Nie zabrakło oczywiście laserów, a na sam koniec zespół urządził sobie prawdziwą zasłonę dymną, która całkowicie zakryła muzyków i scenę. A jednak wszystkie te efekty – a także „pomniejsze”, jak ciemne okulary z wyświetlającymi się na szkłach napisami, które w pewnym momencie przywdział Matt, basy Chrisa, których gryfy świeciły się na różne kolory, świecący (znowu, u nich wszystko świeci!) fortepian – okazały się tak naprawdę dodatkiem. Dodatkiem do zespołu, którego entuzjazm i oddanie dla publiczności okazały się rekordowe. I do muzyki, która na koncercie rozbrzmiewa z jeszcze większą potęgą i rozmachem, niż na jakiejkolwiek płycie.

Matt Bellamy, może z powodu szczęśliwego związku i zostania ojcem, wbrew obiegowej opinii okazał się showmanem przyjaznym, wesołym i przesympatycznym. Popisywał się chociażby zgrabnym polskim (Dobry wieczór, Łódź i kochamy was!). Jego głębokie spojrzenia w kamerę były miłe, kiedy jednak zszedł do fosy, by uścisnąć ręce fanom (a jedną z fanek nawet w rękę pocałować) publiczność oniemiała z zachwytu. Podobnie, kiedy stając po obu stronach sceny zalotnie machał do widzów, którym przypadły w udziale miejsca z boku. I gdy urządził sobie sprint po wybiegu, w trakcie którego spontanicznie zakrzyknął – kto by spodziewał się takich psot po śmiertelnie zawsze poważnym wyznawcy wszelakich teorii spiskowych?
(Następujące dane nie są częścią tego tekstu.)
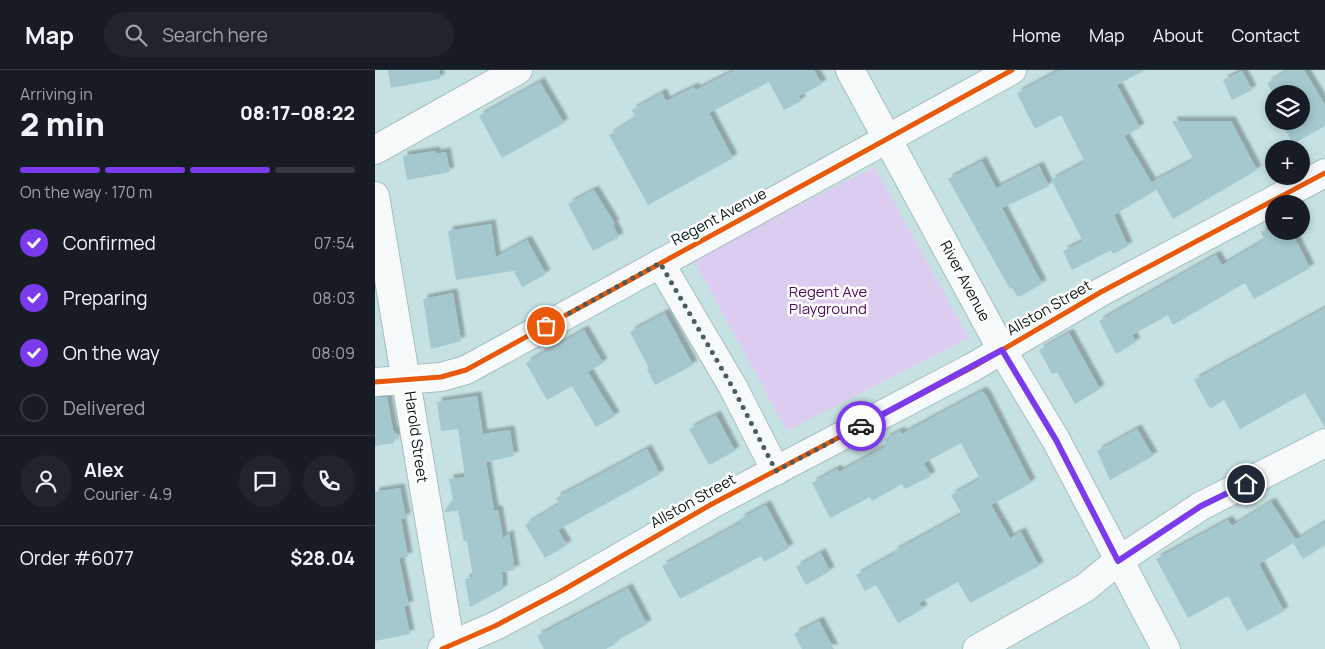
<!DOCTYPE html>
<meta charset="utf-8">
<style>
:root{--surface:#171b24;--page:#20242c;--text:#f1f3f6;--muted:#9ea1a6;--line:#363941;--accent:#7c3aed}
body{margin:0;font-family:Manrope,sans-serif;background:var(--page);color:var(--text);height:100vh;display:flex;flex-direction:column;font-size:19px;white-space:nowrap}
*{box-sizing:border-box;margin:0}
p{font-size:16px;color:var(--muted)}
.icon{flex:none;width:28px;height:28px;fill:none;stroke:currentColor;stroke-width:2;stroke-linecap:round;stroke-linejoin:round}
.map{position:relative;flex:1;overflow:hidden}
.panel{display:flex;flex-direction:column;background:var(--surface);width:375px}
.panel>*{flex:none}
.controls{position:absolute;left:890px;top:15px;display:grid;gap:10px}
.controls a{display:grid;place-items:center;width:45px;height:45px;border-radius:50%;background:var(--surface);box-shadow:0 2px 8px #0003;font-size:25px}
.pin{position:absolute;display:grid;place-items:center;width:42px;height:42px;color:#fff;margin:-21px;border:2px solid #fff;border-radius:50%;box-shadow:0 1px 5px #0007}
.courier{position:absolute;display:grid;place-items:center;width:50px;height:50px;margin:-25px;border:4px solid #7c3aed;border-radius:50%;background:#fff;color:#222;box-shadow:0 1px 6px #0007}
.head em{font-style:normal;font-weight:800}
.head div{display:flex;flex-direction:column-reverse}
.head{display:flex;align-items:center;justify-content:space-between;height:85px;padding:0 20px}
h1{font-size:32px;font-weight:800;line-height:38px}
.bar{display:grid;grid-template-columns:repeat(4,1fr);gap:8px 5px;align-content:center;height:60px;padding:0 20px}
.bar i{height:6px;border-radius:4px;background:var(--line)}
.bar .on{background:var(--accent)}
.bar p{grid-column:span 4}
.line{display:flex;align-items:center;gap:12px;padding:0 20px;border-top:1px solid var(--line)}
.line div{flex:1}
.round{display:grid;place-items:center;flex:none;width:52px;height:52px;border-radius:26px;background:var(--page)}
ol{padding:0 20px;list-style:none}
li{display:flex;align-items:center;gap:15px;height:55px}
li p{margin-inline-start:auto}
li .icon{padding:5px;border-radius:50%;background:var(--accent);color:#fff;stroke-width:4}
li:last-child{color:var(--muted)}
li i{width:28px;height:28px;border:2px solid var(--line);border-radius:50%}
header{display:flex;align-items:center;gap:30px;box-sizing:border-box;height:70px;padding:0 25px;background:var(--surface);border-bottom:1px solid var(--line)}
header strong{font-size:24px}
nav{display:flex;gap:28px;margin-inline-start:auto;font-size:18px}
.search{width:350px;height:45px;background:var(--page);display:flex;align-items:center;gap:12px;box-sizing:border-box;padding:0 18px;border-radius:28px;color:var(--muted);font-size:19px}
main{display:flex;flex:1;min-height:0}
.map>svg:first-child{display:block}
</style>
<header>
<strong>Map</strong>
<div class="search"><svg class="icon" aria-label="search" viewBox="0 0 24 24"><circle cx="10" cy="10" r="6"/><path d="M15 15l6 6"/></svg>Search here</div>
<nav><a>Home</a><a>Map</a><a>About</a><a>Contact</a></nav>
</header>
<main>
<section class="panel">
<div class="head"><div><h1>2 min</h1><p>Arriving in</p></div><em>08:17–08:22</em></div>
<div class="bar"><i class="on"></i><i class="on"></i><i class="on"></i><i></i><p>On the way · 170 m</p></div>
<ol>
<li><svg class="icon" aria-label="check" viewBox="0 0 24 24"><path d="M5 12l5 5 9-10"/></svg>Confirmed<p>07:54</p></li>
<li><svg class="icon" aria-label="check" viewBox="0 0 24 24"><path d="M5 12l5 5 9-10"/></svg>Preparing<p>08:03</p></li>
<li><svg class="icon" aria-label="check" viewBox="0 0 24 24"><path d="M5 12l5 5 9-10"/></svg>On the way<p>08:09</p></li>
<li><i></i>Delivered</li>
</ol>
<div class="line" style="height:90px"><a class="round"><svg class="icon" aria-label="person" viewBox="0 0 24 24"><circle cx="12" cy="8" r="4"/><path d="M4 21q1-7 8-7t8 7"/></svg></a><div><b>Alex</b><p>Courier · 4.9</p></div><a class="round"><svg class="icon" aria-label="chat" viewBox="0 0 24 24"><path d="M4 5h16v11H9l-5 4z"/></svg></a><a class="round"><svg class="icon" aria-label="phone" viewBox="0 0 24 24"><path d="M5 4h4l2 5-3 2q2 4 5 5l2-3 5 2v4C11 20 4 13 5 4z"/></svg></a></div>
<div class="line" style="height:65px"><div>Order #6077</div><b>$28.04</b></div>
</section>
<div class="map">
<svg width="950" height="579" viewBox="0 0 950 579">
<defs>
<filter id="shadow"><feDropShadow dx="4.5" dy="-4.5" stdDeviation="1" flood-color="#0004"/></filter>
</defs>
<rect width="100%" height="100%" fill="#c5e1e1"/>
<!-- green -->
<path fill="#dccdf0" d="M500 97 594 268 412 361 318 189Z"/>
<!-- building -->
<g fill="#a4c8ce" filter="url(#shadow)">
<path d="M13 0H64L65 9 16 18Z"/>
<path d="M360 0H439L447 14 424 26 426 31 409 40 394 12 334 43 358 88 273 135 234 65 261 48 257 40 287 23 291 31 319 17 321 20Z"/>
<path d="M685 0H770L742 15 765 58 749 66 781 120 739 145 753 176 738 184 736 180 697 200 688 181 708 171 676 110 710 92 686 45 660 59 642 23Z"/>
<path d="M914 0H929L950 35V56L918 74 905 51H926V24L899 25 892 13Z"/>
<path d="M867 1 877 20 857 30 848 10Z"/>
<path d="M165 12 189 53 127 88 104 46Z"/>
<path d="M797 51H856L882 100 798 149 777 112 819 90Z"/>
<path d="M60 81 61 84 71 82 75 102 32 110 28 86Z"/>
<path d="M607 91 621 118 664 96 674 116 627 138 667 214 643 227 637 218 635 219 573 109Z"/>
<path d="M219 120 240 154 238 155 244 167 218 181 193 134Z"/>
<path d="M116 154 121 187 152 170 171 204 147 217 139 201 81 210 73 161Z"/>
<path d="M885 161H916L935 198 879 229 870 213 798 255 793 245 757 265 761 272 741 284 724 251 841 185 847 195 890 170Z"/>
<path d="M78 223 86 271 56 279 48 229Z"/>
<path d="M950 238V358L930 323 865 359 849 330 835 339 819 310Z"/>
<path d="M290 243 318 295 280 315 272 299 274 298 255 262Z"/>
<path d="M209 260 228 293 213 302 240 346 221 357 197 316 172 330 151 293Z"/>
<path d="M694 263 725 319 700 334 682 302 677 304 664 280Z"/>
<path d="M607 321 611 325 656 413 616 435 635 468 646 462 664 496 595 533 583 512 544 533 548 539 523 553 501 515 490 521 481 505 519 484 518 482 587 444 576 425 605 409 586 373 549 393 556 406 530 419 527 414 497 431 495 427 455 448 437 413 462 399 464 402 508 378 512 374 510 369 525 361 527 364Z"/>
<path d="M102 326 108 364 135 360 139 386 111 392 119 440H123L128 468 134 464 140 500 127 502 128 519 95 537 90 509 98 507 92 471 89 472 83 441 69 442 78 429 74 409 90 407 83 359 66 361 62 332Z"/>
<path d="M0 327H12L18 360 24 366 19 370V373L0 376Z"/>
<path d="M341 345 360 381 334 395 314 359Z"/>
<path d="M762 359 778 386 735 410 722 381Z"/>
<path d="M272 379 285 404 183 460 192 475 170 488 150 455 184 434 181 428Z"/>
<path d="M25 418 31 448 26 449 33 487 24 488 34 536H29L35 564 0 571V422Z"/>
<path d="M896 432 921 470 950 452V475L928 489 918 473 884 494 909 541 872 561 853 526 813 548 781 489 853 450 857 456Z"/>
<path d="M391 435 414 478 389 492 386 486 305 529 287 496 367 452 365 449Z"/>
<path d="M446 483 455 501 431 515 421 497Z"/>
<path d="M253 518 272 554 239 572 240 574 231 579H169L162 566Z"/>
<path d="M444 551 459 579H427L419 564Z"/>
</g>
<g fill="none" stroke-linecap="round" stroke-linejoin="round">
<defs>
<g id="minor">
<path d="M475 0 627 280 681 370 791 579"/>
<path d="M0 80 143 0"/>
<path d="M0 126 76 579"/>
<path d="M285 193 358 317 401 401"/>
<path d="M0 312 66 307 91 300C274 201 455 100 637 0"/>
<path d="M67 579 120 556 188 520 337 434 598 297 726 222 950 103"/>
<path d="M602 579 710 518 743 491 826 436 950 373"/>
</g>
</defs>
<!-- minor casing -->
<use href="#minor" stroke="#a7bdbe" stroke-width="30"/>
<!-- minor -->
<use href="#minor" stroke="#f6fafa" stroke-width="28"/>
<defs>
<g id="cycleway">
<path d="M0 312 66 307 91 300C274 201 455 100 637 0"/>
<path d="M67 579 120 556 188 520 337 434 598 297 726 222 950 103"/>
</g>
</defs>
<!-- cycleway casing -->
<use href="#cycleway" stroke="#fff" stroke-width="8"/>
<!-- cycleway -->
<use href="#cycleway" stroke="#e8590c" stroke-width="5"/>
</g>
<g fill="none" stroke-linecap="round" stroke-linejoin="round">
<!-- done -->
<path stroke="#485e5e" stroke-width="5" stroke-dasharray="0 9" d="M171 256 285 193 358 318 401 401 486 356"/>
<!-- route -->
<path stroke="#7c3aed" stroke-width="6" d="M486 356 627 280 681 370 743 491 826 436 871 414"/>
</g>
<g text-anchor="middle" stroke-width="5" stroke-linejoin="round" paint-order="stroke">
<!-- street labels -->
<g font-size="15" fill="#041818" stroke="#fff">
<text transform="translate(344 147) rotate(-28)" y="5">Regent Avenue</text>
<text transform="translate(590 211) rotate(62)" y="5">River Avenue</text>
<text transform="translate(674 238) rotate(-30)" y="5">Allston Street</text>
<text transform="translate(41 367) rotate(82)" y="5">Harold Street</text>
<text transform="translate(318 431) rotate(-29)" y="5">Allston Street</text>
</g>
<!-- park labels -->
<g font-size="15" fill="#500961" stroke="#fff">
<text x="453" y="227">Regent Ave<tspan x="453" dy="17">Playground</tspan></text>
</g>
</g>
</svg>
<div class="controls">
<a><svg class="icon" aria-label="layers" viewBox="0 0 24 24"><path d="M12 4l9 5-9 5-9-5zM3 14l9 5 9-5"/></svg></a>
<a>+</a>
<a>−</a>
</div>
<div class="pin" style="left:171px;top:256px;background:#ea580c"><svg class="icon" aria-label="bag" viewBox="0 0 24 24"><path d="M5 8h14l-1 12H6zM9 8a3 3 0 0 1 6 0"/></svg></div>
<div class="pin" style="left:871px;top:414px;background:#1f2937"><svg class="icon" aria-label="home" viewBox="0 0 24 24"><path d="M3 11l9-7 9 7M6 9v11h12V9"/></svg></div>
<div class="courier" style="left:486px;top:356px"><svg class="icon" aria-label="car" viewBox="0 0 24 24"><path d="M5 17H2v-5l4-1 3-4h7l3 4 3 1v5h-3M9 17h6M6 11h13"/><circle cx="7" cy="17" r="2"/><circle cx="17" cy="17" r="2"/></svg></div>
</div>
</main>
A muzyka? Zabrzmiała idealnie. Lepiej, niż podczas Open'era (gdzie było trochę za głośno) i Coke Live (gdzie z kolei było stanowczo za cicho). Niesamowite, jaki świat dźwięków o orkiestrowym wręcz rozmachu potrafi wyczarować czterech muzyków (zespołowi na scenie towarzyszył dodatkowy multiinstrumentalista). Materiał z nowego albumu, który zdominował program, jest wystarczająco różnorodny, aby nie było chwili na nudę, a przeplatany przebojami stworzył świetną całość. Nawet przesadnie pompatyczny, zagrany na ostatni bis Survival, na żywo okazał się prawdziwie hitowym, rockowym czadem. Jeśli czegoś trochę zabrakło, to Hysterii – zamiast tego zespół na swoim „kole ruletki” wylosował Map Of The Problematique. W podobny sposób Syndrome zastąpił New Born – choć tu akurat niektórzy bardzo się ucieszyli…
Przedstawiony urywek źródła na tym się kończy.